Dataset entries
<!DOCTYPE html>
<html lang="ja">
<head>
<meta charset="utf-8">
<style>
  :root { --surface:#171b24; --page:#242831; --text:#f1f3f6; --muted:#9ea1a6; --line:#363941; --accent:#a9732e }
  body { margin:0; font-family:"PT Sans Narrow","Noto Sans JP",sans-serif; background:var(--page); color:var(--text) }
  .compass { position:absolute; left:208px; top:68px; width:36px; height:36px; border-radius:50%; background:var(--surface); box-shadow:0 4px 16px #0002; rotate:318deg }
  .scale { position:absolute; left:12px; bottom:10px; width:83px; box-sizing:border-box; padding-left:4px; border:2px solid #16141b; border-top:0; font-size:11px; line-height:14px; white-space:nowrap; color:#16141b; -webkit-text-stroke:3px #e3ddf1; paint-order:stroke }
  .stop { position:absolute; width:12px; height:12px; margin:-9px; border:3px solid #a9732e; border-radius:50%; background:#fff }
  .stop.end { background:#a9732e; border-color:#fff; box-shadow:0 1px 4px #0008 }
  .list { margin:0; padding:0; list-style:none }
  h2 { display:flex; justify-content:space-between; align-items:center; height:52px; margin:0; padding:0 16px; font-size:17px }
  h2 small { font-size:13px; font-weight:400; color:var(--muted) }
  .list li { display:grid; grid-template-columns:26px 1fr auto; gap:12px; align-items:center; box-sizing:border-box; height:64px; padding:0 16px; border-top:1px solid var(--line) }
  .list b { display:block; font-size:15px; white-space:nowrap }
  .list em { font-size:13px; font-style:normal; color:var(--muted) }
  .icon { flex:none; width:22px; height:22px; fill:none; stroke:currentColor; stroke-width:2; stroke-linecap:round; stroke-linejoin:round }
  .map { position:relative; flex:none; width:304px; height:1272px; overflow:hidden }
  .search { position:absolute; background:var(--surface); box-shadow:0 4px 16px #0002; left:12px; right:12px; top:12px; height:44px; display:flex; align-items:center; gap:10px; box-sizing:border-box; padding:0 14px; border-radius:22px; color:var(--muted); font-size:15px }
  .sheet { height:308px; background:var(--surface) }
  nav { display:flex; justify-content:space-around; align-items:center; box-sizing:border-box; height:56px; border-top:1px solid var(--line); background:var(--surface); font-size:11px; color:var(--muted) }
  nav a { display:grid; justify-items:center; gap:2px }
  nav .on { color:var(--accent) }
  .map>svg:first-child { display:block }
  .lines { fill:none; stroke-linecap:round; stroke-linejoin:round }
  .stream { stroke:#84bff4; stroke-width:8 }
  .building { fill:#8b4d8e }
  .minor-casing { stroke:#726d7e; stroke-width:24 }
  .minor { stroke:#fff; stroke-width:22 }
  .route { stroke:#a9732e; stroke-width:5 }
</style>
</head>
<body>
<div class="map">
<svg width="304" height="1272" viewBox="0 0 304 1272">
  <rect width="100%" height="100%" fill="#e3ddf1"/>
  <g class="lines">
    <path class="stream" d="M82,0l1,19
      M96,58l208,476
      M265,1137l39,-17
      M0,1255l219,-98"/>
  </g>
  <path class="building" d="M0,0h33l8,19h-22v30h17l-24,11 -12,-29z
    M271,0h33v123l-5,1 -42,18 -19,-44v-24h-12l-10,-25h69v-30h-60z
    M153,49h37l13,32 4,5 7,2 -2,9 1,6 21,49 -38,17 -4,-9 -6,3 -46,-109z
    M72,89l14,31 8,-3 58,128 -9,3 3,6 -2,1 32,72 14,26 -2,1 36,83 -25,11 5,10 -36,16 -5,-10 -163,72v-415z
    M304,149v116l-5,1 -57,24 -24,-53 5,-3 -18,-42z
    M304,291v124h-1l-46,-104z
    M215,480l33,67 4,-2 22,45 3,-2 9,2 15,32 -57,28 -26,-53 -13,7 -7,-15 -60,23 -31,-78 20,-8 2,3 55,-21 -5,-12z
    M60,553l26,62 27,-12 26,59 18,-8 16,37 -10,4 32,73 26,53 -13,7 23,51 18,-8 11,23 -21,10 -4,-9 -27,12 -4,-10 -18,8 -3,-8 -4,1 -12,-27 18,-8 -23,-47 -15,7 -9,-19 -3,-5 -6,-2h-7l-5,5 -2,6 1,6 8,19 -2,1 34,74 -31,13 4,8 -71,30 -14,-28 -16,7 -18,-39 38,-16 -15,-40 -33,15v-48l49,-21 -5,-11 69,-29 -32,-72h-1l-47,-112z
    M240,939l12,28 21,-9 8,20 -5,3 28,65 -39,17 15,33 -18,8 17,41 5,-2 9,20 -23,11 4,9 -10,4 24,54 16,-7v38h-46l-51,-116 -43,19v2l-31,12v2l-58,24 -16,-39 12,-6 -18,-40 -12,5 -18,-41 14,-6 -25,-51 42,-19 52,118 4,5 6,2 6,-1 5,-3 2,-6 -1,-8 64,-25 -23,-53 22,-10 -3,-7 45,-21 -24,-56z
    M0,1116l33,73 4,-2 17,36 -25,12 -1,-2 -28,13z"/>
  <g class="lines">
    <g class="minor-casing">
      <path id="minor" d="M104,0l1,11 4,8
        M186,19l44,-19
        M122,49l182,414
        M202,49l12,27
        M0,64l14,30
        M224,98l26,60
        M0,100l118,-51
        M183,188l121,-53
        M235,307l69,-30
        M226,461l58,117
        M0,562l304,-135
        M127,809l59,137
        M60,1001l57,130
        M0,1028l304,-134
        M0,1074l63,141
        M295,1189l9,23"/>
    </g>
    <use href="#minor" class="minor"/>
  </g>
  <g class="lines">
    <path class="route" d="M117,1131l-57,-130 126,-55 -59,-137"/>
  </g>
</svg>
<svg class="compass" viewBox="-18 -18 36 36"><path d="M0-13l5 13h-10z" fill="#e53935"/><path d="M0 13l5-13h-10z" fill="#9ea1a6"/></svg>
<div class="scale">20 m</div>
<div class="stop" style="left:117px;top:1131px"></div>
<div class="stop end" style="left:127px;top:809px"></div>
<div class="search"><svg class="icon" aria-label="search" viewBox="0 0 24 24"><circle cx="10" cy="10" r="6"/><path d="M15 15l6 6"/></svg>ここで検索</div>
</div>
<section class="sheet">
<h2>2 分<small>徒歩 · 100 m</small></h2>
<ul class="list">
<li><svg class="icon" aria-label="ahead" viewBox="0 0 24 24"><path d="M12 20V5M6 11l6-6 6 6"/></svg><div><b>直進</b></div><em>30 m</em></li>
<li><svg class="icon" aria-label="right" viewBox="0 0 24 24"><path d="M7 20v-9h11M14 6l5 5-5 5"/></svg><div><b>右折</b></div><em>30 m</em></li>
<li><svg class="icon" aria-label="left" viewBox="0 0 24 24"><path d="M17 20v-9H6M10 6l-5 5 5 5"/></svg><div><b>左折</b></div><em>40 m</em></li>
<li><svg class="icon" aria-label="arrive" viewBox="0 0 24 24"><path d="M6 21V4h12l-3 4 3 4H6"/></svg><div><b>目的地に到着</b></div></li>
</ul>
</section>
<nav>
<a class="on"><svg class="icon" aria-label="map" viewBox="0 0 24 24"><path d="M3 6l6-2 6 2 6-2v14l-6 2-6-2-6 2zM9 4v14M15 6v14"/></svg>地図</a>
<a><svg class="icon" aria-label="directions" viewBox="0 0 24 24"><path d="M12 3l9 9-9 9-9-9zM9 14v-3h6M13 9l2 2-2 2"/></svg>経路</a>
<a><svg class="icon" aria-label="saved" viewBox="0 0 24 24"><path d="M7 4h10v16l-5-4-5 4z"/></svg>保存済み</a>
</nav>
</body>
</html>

What you need to do ->
Determine how many lines of the data above hold the word "white". Output that number only.

Output ->
2